The fresh hot water just pushes the cool water out. Maybe I can slow down the influx of freshwater so It is just enough to keep the poopoo water levels down.


----------



## Baffin Bay (Jul 26, 2011)

I keep the dip net in there adn they hang out on that especially if there is a lot of current.


----------



## gettinspooled (Jun 26, 2013)

JuiceGoose said:


> I've tried that but the frozen bottles don't last but about an hour or so.
> The fresh hot water just pushes the cool water out. Maybe I can slow down the influx of freshwater so It is just enough to keep the poopoo water levels down.


Try using the bigger water bottles Maybe a 1 gallon frozen jug if it will fit.

I have also used a flow thru yellow bait bucket and tied it off to the side of the boat. Move the bait in there and turn off the live well. I had bait last a couple days like that.
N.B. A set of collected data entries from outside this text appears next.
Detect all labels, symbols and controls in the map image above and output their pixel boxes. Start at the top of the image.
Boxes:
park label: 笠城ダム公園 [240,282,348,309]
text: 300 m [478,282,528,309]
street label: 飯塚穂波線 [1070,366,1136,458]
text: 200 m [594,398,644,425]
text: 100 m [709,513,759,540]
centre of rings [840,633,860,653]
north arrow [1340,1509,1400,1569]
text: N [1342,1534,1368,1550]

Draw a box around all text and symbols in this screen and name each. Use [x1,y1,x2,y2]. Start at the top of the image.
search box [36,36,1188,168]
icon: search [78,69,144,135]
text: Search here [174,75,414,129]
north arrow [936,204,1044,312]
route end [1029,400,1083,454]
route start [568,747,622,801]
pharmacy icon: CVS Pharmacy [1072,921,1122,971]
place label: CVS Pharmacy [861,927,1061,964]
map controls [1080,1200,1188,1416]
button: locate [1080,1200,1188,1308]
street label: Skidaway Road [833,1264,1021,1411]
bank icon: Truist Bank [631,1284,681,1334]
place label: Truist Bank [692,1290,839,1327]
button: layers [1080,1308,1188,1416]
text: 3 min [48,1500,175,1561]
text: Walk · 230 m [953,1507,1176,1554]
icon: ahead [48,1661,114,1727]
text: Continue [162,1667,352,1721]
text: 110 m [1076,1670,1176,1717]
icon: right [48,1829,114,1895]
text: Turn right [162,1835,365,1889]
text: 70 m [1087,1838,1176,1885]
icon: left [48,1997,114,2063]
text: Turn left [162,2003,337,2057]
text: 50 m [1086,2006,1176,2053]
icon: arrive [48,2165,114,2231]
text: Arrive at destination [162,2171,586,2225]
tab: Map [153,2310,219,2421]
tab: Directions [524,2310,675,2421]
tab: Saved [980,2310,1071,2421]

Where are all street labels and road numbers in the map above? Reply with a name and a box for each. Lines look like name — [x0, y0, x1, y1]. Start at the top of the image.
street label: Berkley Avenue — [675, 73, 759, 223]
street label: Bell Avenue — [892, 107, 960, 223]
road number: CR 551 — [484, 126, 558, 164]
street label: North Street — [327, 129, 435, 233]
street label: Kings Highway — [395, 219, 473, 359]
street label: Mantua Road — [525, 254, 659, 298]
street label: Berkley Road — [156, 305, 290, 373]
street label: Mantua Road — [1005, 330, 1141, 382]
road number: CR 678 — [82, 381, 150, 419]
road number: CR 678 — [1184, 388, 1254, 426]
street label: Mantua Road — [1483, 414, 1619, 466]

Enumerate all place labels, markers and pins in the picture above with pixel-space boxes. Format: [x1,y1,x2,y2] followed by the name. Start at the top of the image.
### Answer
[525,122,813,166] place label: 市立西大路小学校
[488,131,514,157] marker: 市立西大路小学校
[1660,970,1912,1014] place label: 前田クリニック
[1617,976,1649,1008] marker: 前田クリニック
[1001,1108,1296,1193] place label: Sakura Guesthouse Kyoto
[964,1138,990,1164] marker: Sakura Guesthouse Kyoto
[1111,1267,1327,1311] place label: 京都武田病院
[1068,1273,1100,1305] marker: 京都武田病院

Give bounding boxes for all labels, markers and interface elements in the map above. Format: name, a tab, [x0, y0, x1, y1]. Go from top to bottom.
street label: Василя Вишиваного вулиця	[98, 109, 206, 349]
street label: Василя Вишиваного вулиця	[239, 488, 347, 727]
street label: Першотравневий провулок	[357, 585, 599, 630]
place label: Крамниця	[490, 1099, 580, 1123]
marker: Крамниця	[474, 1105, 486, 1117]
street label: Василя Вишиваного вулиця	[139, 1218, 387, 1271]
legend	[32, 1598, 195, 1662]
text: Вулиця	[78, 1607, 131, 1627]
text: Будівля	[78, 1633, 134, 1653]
It floated up under the dock I was tied off on.


----------



## Bevojoe (Apr 25, 2012)

according to Jerry and Becky at west end bait (really nice folks), keep the water cool and air stone running on the bottom. don't worry about the "poopoo" as it floats to the top and doesn't create a problem short term. so, try what is posted here, frozen water bottles and air. hope it works. I've killed a lot of shrimp. now I listen to the wife yell at me cuz I keep my bait buckets in the house to keep them cool.


----------



## Kevin Spectackler (Feb 1, 2012)

When I'm doing it the boat is under a beach house so the only way to add fresh water is carrying it up from the beach in a bucket. In other words it doesn't get changed much. I have fiberglass screen glued to the walls of the livewell, fill it to the brim with water with a plug in the overflow drain, and keep the Burgess aerator running. Very few die, but I usually remove the dead ones ASAP.


----------



## JuiceGoose (Oct 4, 2006)

Ya I think I'll try and just turn the aerator off, add frozen water bottles and only run the bubbler overnight. See if they stay more betta happy.


----------



## Minnow Pause (Sep 4, 2013)

I fill a 5 gal bucket with bay water and pull them out and put it in the shade. Metal Art makes a plug in aerator "Air Bubble II" which I put in the bucket. Nice and peppy the next day. Never had a problem.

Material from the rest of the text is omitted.